Automates the Nifi dataflows

Dataflows can be fully automated using the Nifi API. This project taps and un-taps a dataflow by tracking the incoming/outgoing flowfiles.

More specifically, it turns on an initial processor and records the flowfiles generated by inspecting an incoming connection. After this, a middle processor is turned on. When all the flowfiles are registered in a outcoming connection, a final processor is turned on. Before finishing, it returns the pipeline to its initial state.

What is automated?

The following example represents the actions on the dataflow that get automated by the nifi_api library.

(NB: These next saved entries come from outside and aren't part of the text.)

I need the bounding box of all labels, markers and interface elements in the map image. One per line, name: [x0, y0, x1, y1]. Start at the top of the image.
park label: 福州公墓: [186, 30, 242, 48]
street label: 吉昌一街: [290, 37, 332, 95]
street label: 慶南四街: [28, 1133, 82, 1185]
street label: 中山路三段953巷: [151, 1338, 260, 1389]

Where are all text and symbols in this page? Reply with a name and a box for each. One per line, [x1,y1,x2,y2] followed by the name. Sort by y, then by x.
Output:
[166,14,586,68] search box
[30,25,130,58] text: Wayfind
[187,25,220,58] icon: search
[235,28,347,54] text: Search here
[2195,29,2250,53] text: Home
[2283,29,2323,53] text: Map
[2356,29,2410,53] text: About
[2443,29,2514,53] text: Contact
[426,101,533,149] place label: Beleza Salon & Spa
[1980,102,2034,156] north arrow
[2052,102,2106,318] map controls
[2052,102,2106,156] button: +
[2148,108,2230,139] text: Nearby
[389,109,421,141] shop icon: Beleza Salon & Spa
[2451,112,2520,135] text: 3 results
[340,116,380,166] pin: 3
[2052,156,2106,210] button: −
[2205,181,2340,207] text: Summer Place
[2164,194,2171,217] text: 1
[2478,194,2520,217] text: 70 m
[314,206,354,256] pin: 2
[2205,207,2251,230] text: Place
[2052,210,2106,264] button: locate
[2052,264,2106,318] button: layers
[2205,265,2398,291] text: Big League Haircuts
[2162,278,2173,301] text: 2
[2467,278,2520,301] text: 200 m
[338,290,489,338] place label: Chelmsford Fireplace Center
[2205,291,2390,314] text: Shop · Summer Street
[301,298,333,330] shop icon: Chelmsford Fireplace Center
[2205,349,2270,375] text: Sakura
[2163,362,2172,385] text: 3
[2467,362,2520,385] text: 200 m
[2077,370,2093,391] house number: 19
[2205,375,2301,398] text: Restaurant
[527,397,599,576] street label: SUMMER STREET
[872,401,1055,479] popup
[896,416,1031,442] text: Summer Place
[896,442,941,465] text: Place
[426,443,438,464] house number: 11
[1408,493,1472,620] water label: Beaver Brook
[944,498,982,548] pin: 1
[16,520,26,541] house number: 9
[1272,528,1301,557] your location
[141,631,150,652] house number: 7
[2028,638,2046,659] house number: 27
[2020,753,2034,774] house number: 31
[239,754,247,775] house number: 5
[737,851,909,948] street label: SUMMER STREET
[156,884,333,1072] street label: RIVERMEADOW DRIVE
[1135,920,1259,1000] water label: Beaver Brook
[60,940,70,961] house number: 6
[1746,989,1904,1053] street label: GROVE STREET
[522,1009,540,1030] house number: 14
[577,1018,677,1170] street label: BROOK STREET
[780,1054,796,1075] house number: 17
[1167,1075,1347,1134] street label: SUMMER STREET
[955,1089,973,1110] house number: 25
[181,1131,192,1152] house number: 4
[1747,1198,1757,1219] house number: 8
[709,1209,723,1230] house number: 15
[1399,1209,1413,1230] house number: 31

  1. The initial state of the dataflow:

image.png

  1. Turn on the "Initial" processor and turn off the "Final" processor:

Initial State

  1. Turn off the "Initial" processor and record the flowfiles in the "Initial" connection, then turn on the "Middle" processor:

Initial State

  1. Record the flowfiles in the "Final" Connection, when they coincide with the "Initial" flowfile turn off the "Middle" processor and turn on the "Final" processor.
  2. The flowfiles in the "Final" connection get consumed by the "Final" processor and the initial state of the dataflow is recovered.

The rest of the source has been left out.